ABC .Insert() vs Add() Speed using ODBC Driver with MySQL

Daniel1 · September 19, 2024, 7:51pm

Hello
just found something interesting, it is about insert-ing and add-ing records into MySQL table (using ODBC Clarion driver and ABC templates).
This code:

  loop L = 1 to 50000
    yield()
    clear(m:record)
    m:name = 'some name '&L
    m:userId = 1
    clear(sql:record)
    sql_file{prop:sql} = 'select max(id)+1 from materials where userId = 1'
    next(sql_file)
    m:id = sql:f1
    add(materials)
  end

works almost 10 times faster as this one

  loop L = 1 to 50000
    yield()
    clear(m:record)
    m:name = 'some name '&L
    m:userId = 1
    access:materials.insert()
  end

why is that?

mriffey · September 19, 2024, 8:30pm

What’s materials look like in the DCT?

mriffey · September 19, 2024, 8:33pm

the DDL for that table also wouldn’t hurt.

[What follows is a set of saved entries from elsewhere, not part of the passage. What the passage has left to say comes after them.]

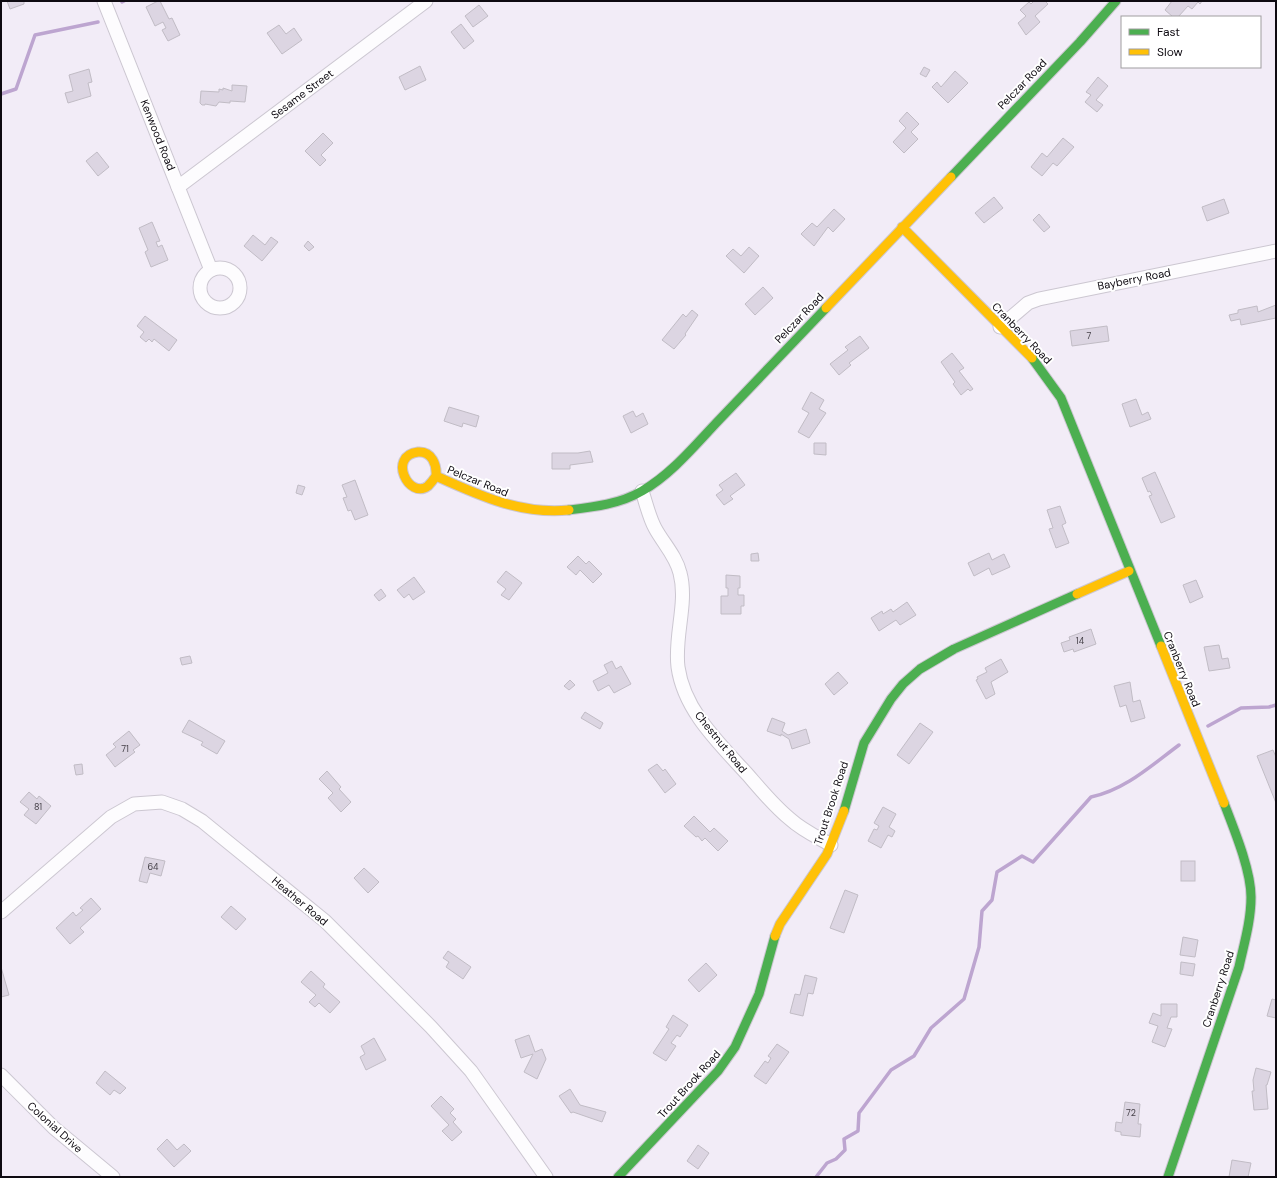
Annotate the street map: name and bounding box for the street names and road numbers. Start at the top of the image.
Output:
street label: Pelczar Road [994,56,1050,112]
street label: Sesame Street [268,66,336,122]
street label: Kenwood Road [137,97,179,173]
street label: Bayberry Road [1096,265,1172,293]
street label: Pelczar Road [771,290,827,346]
street label: Cranberry Road [989,299,1055,367]
street label: Pelczar Road [445,462,511,500]
street label: Cranberry Road [1160,629,1204,709]
street label: Chestnut Road [692,708,750,776]
street label: Trout Brook Road [811,759,851,847]
street label: Heather Road [269,873,331,929]
street label: Cranberry Road [1199,949,1237,1029]
street label: Trout Brook Road [655,1047,723,1121]
street label: Colonial Drive [24,1098,86,1156]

seanh · September 19, 2024, 11:39pm

At a guess, because you’re missing info, I’d say that the table is doing an auto inc, and the .insert adds a blank record, checks it’s ok then updates. Which is all missing from your first example.

Essentially the Insert is more robust, the select and add could have someone sneak in between the 2 statements.

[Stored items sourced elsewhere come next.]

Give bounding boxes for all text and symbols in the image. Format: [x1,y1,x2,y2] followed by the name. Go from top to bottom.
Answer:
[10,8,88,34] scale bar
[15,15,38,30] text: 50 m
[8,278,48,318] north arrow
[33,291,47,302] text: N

JonW · September 19, 2024, 11:51pm

If you look at the InsertServer method in the FielManager class I think the answer is fairly obvious. When you use Insert, then after every record, assuming you are not using stream/flush at all – you don’t have them in your code – Clarion will wait to see if the server returns an error, and will act on it if it does. Waiting for the server to respond “Yes I added that”, or “I didn’t add that, and here is the error”, takes time.

In your Add loop you are not checking for any errors, and if you encounter them you are just going to keep on trying to add more records.

If you are worried about time, firstly stream/flush would speed things up. Secondly, if you actually had a real-world need to do something like that, then this code (this is the Oracle version, but MySQL you could do something similar) will probably work a hundred times or more faster than your ADD loop (you could write a prop:SQL):

with maxid as
   (select max(id) id 
   from materials
   where UserID = 1)
, idrange as
  (select 'some name' || to_char(maxid + level) addname
  from dual
  connect by level <= 50000
  )
insert into materials(userID,name)
select 1,addname
from idrange

This is also getting rid of the need to get max(ID) after every insert. Downside would be that if someone else tried to enter a name in the range that you have mapped out your whole insert would fail.

Daniel1 · September 20, 2024, 6:21am

@mriffey here is table declared in the DCT (not sure what is DDL?)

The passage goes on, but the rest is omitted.